Kate Scottow was arrested for her statements in 2019 after Stephanie Hayden reported her to police for her social media comments, which Hayden said were insulting. Police took her out of her house in front of her two children. The case caused an uproar in Britain, and even Prime Minister Boris Johnson criticized the intervention of law enforcement officers, calling it an “abuse of power”.
Scottow was accused of violating the Communications Act. In February, she left the court with a two-year condition and a fine of a thousand pounds.
“Your comments have not added anything to the debate. We teach our children to be kind to each other and not to offend on the playground,” Judge Margaret Dodds told her then.

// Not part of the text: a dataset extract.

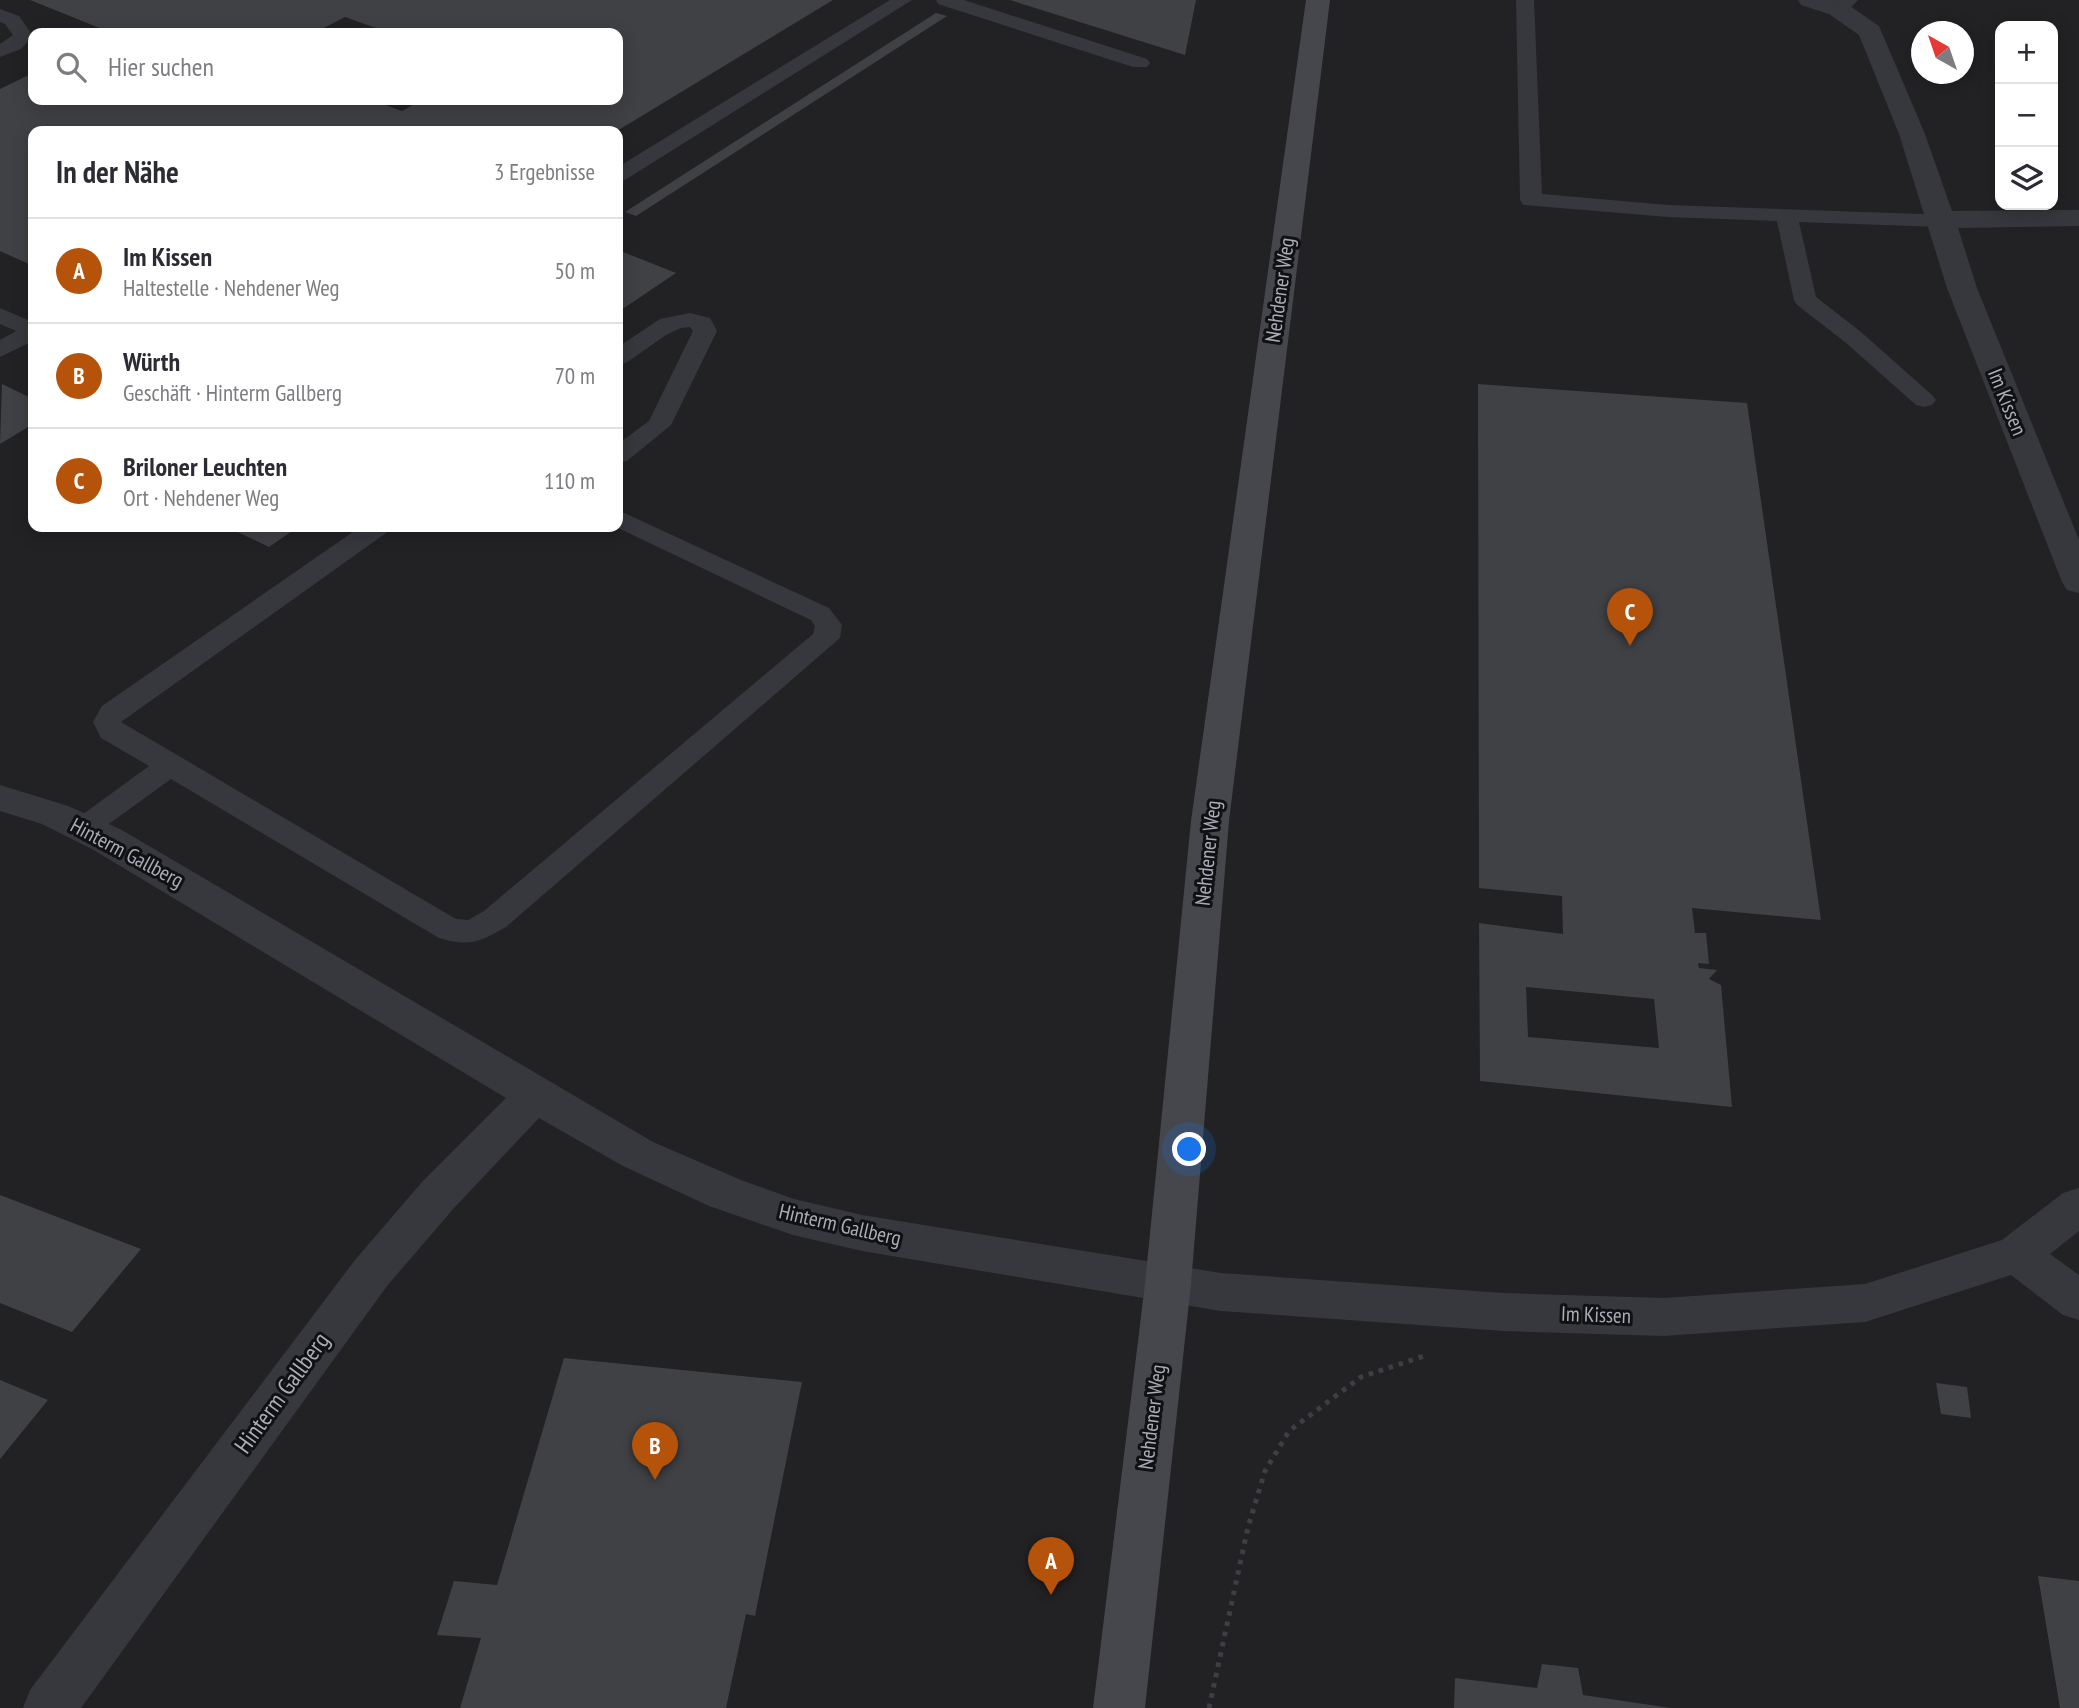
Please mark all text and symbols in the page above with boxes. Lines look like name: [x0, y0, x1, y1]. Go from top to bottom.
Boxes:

However, the relevant parts of the Communications Act “were not passed by parliament to criminalize forms of speech content of which is essentially only annoying or inappropriate,” Judge Warby now said.
The previous judgment was, therefore, canceled.
“It was necessary to enshrine one of the fundamental rights of every living creature in a democratic society — freedom of speech, which is repeatedly attacked today,” Scottow told the Daily Mail. Hayden, on the other hand, sees the court’s conclusion as a “kick to the teeth of the entire LGBT community.”
Free speech under threat in Europe?
The court decision upholding free speech follows a similar case in Britain in which police arrested Harry Miller, a former police officer who made transphobic comments. Britain’s High Court has ruled that police were in the wrong for arresting him for the comments, which amounted to a violation of Miller’s free speech.
Britain may be an exception to more restrictive speech controls being put in place across the West. Overall, The West has seen a rapid erosion of free speech in a number of countries in recent times. This year, Norway passed a law that allowed authorities to imprison individuals for insulting transgender people in public and perhaps more importantly, up to a year in prison for insulting people trans people in private. The law has been harshly criticized, with free speech advocates pointing out that it could create an environment in which people are afraid to voice their opinions among friends and family for fear of informers filing a police complaint. The law also does not clearly define what insulting speech might constitute and what the threshold for an arrest might be.
This year, Europol, the European Union’s police force, was also involved in a massive anti-free speech raid across European countries . Police searched houses, seized electronic hardware, and arrested dozens of individuals for comments they made online in Germany, Italy, France and even the UK.
Title image: Former police officer Harry Miller arrives outside the High Court, London, Friday, Feb. 14, 2020. A British court ruled Friday that police infringed a man’s right to free expression when they showed up at his workplace to quiz him about his Twitter posts about transgender people. Humberside Police in northeast England investigated Harry Miller in January 2019 after receiving a complaint about allegedly “transphobic” tweets, including a limerick mocking the idea that transgender women are biologically women. (Victoria Jones/PA via AP)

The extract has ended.